Research Patient Data Registry - RPDR

The new mi2b2 workbench was very recently released, offering new features and improvements. This release enables researchers of the Partners Community to couple the use of the Research Patient Data Registry (RPDR) to the mi2b2 workbench’s ability to access Radiology material stored in the Partners’ network PACS systems.

What is RPDR?

RPDR is a centralized clinical data registry, or data warehouse. It gathers data from various hospital legacy systems and stores it in one place. Researchers access this data using the RPDR online Query Tool with user-defined queries of RPDR data for aggregate patient totals and, with proper IRB approval, obtain detailed clinical data. Through the RPDR process and the new mi2b2 workbench, researchers can now request Radiology image data along with their patient set. The data delivered to them will include the information they need in order to access the PACS via their personalized mi2b2 workbench. Other features of the newest mi2b2 workbench involve ensured patient protection, direct access to patients' Radiology reports, improved user interface, and a much more automated process of retrieving imaging material.
 
A comprehensive guide of the Image Request procedure can be found here.

Scripts

We have been building python scripts to help with the organizing, formatting, and searching of data returned from an RPDR query or obtained with the mi2b2 workbench.

  • pyRPDR

https://github.com/nareynolds/pyRPDR

Intended audience: These modules were written to help in the exploration, organization, and management of a RPDR data.
 
Intended use: This reads known RPDR data text files, and records it into an SQLite database. This shows the timeline of RPDR events from a specific patient. This allows you to record notes about each patient into the same database.
 
Details: This was written for Python 2.7.X This relies on sqlite3 ( https://docs.python.org/2/library/sqlite3.html ) extensively.
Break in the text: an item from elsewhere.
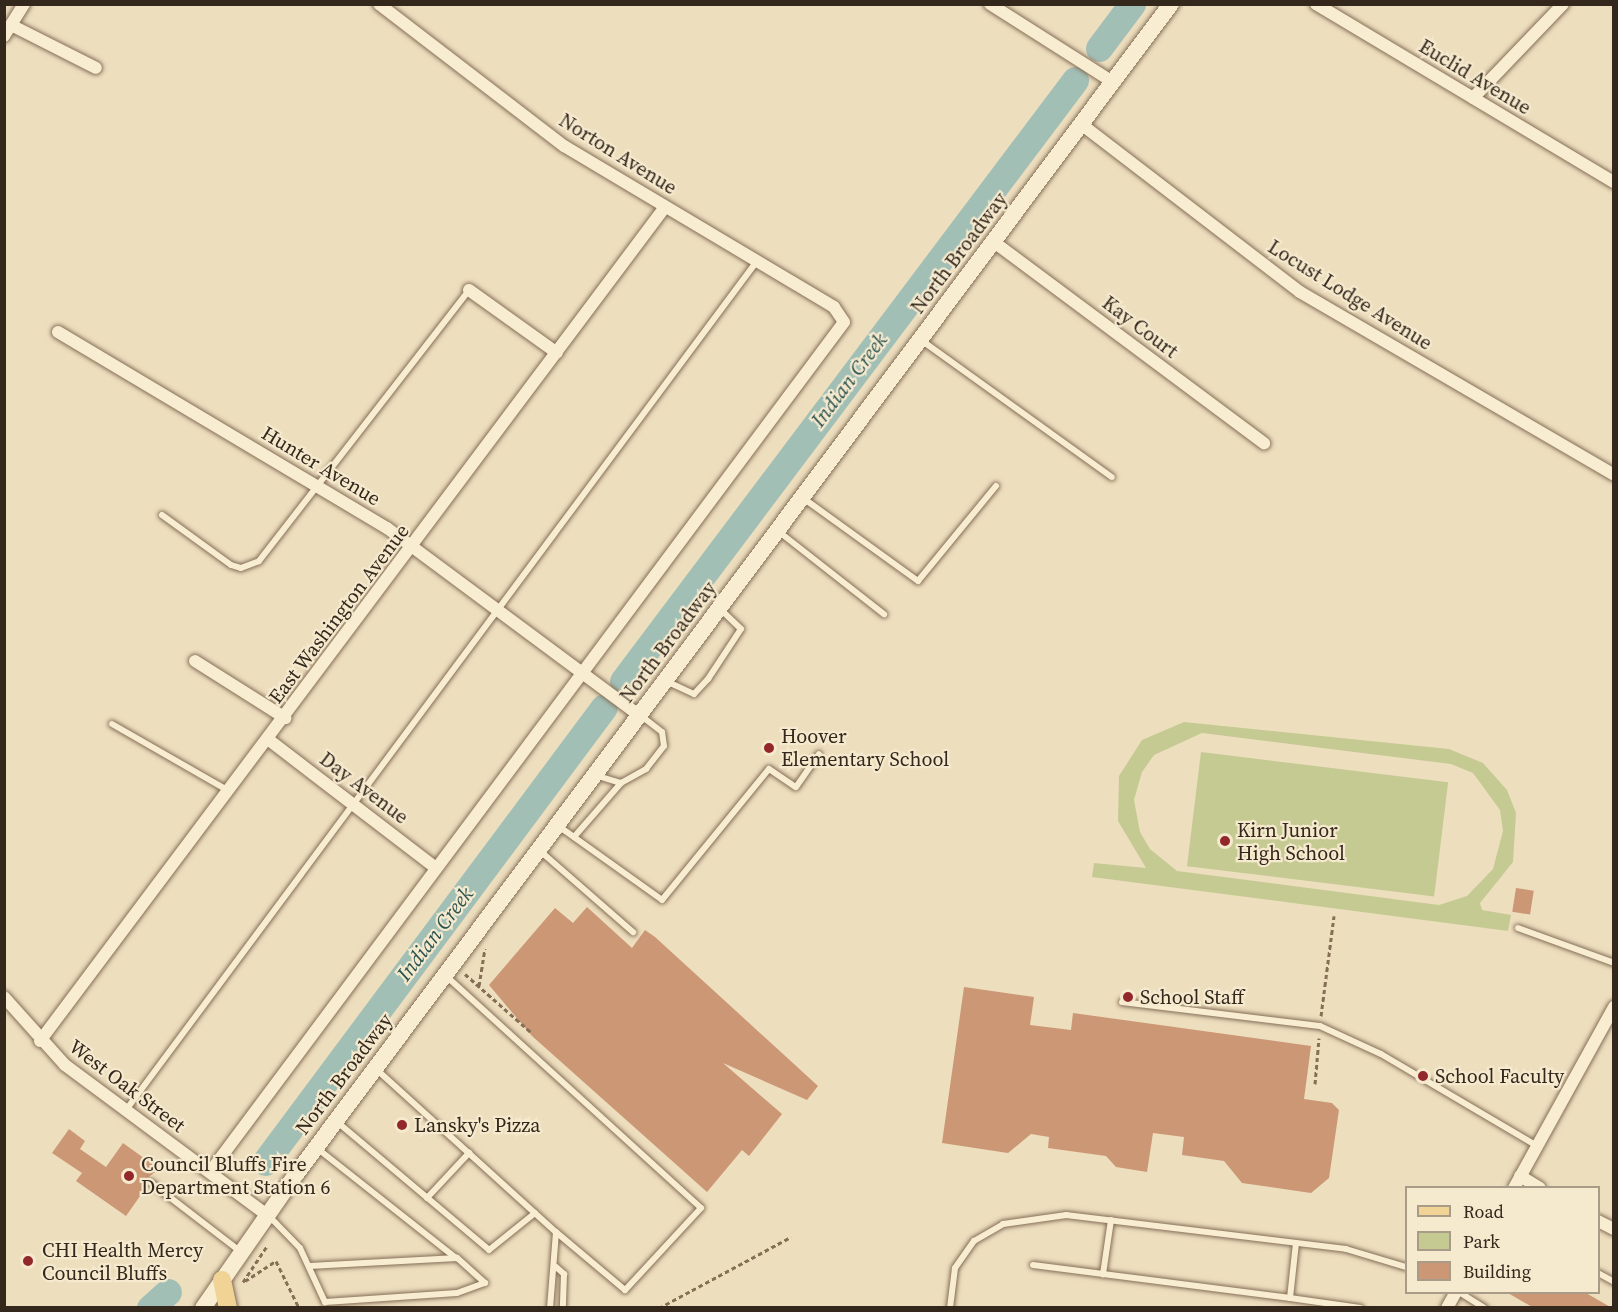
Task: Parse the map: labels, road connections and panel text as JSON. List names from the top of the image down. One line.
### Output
{"streets":{"main road":["North Broadway"],"street":["Euclid Avenue","Norton Avenue","Locust Lodge Avenue","Kay Court","Hunter Avenue","East Washington Avenue","Day Avenue","West Oak Street"]},"crossings":[["Norton Avenue","Hunter Avenue"],["Norton Avenue","East Washington Avenue"],["North Broadway","Locust Lodge Avenue"],["North Broadway","Kay Court"],["North Broadway","Hunter Avenue"],["North Broadway","West Oak Street"],["Hunter Avenue","East Washington Avenue"],["East Washington Avenue","Day Avenue"],["East Washington Avenue","West Oak Street"]],"water":["Indian Creek"],"places":["Hoover Elementary School","Kirn Junior High School","School Staff","School Faculty","Lansky's Pizza","Council Bluffs Fire Department Station 6","CHI Health Mercy Council Bluffs"],"legend":["Road","Park","Building"]}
The default location of the SQLite database is the directory of the RPDR data. The format of known RPDR tables are defined in the file "rpdrdefs.py" Warning: the format of the text files returned by the RPDR are frequently changed. All common use cases are presented in the file "examples.py"

  • pyDicomManager

https://github.com/nareynolds/pyDicomManager

Intended audience: These modules were written to help in the exploration, organization, and management of a large number of DICOM files.
 
Intended use: This copies or moves DICOM files into a human-readable filetree. This records DICOM header data into an SQLite database with series-level granularity. This allows you to record notes about each series into the same database. This allows you to export selected DICOM files out of the filetree to a location of your choice.
 
Details: This was written for Python 2.7.X This relies on pydicom ( https://code.google.com/p/pydicom/ ) and sqlite3 ( https://docs.python.org/2/library/sqlite3.html ) extensively. All common use cases are presented in the file "examples.py" Settings, such as the location of managed filetree and which DICOM tags are recorded can be set in the file "dicommanagersettings.py" The default location of the SQLite database is in this directory. The default location of the managed filetree is in "data/DICOM". An example of the filetree structure can be seen in "data/DICOM_example_filetree". The python executable "manage_dicoms.py" is a convenience script to execute DicomManager.manage(). It is also a good example of how to use these modules.